• **SUPPLIED DATA**:
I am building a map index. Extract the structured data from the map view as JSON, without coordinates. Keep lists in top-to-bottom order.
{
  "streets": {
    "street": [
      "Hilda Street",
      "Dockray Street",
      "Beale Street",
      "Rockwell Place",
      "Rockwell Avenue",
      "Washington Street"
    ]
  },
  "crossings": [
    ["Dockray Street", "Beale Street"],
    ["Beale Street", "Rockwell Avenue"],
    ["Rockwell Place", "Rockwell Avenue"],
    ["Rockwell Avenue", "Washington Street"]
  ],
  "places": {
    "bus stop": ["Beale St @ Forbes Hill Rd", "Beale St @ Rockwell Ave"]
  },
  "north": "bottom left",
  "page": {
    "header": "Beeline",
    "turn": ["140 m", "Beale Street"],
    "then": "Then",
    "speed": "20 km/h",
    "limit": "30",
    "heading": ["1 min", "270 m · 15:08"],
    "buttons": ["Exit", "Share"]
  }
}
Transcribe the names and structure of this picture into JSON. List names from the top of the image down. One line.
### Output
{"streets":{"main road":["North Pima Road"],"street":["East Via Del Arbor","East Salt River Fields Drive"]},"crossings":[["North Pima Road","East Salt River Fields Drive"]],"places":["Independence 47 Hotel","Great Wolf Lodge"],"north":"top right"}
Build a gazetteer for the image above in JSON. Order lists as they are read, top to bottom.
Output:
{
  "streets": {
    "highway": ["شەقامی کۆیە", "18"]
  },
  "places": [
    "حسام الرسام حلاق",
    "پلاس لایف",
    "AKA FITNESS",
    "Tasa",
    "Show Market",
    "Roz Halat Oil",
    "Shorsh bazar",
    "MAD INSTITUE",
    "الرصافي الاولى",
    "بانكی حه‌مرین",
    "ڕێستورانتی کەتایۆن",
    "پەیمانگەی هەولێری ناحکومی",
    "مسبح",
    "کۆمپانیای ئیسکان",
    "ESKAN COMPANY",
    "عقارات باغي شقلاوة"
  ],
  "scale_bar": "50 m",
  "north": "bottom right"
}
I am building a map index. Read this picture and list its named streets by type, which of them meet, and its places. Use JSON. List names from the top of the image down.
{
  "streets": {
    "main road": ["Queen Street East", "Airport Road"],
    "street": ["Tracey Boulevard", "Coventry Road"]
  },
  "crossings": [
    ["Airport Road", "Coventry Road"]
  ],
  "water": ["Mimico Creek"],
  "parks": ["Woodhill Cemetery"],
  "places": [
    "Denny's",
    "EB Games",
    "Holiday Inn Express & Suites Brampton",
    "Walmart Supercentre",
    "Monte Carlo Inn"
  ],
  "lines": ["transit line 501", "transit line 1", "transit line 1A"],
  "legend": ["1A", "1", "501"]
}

• **WHAT NEEDS TO BE DONE**: Starting with the first line of the entries and ending with the line that has "Transcribe the names", copy each line exactly and add nothing.

• **YOUR RESPONSE**:
I am building a map index. Extract the structured data from the map view as JSON, without coordinates. Keep lists in top-to-bottom order.
{
  "streets": {
    "street": [
      "Hilda Street",
      "Dockray Street",
      "Beale Street",
      "Rockwell Place",
      "Rockwell Avenue",
      "Washington Street"
    ]
  },
  "crossings": [
    ["Dockray Street", "Beale Street"],
    ["Beale Street", "Rockwell Avenue"],
    ["Rockwell Place", "Rockwell Avenue"],
    ["Rockwell Avenue", "Washington Street"]
  ],
  "places": {
    "bus stop": ["Beale St @ Forbes Hill Rd", "Beale St @ Rockwell Ave"]
  },
  "north": "bottom left",
  "page": {
    "header": "Beeline",
    "turn": ["140 m", "Beale Street"],
    "then": "Then",
    "speed": "20 km/h",
    "limit": "30",
    "heading": ["1 min", "270 m · 15:08"],
    "buttons": ["Exit", "Share"]
  }
}
Transcribe the names and structure of this picture into JSON. List names from the top of the image down. One line.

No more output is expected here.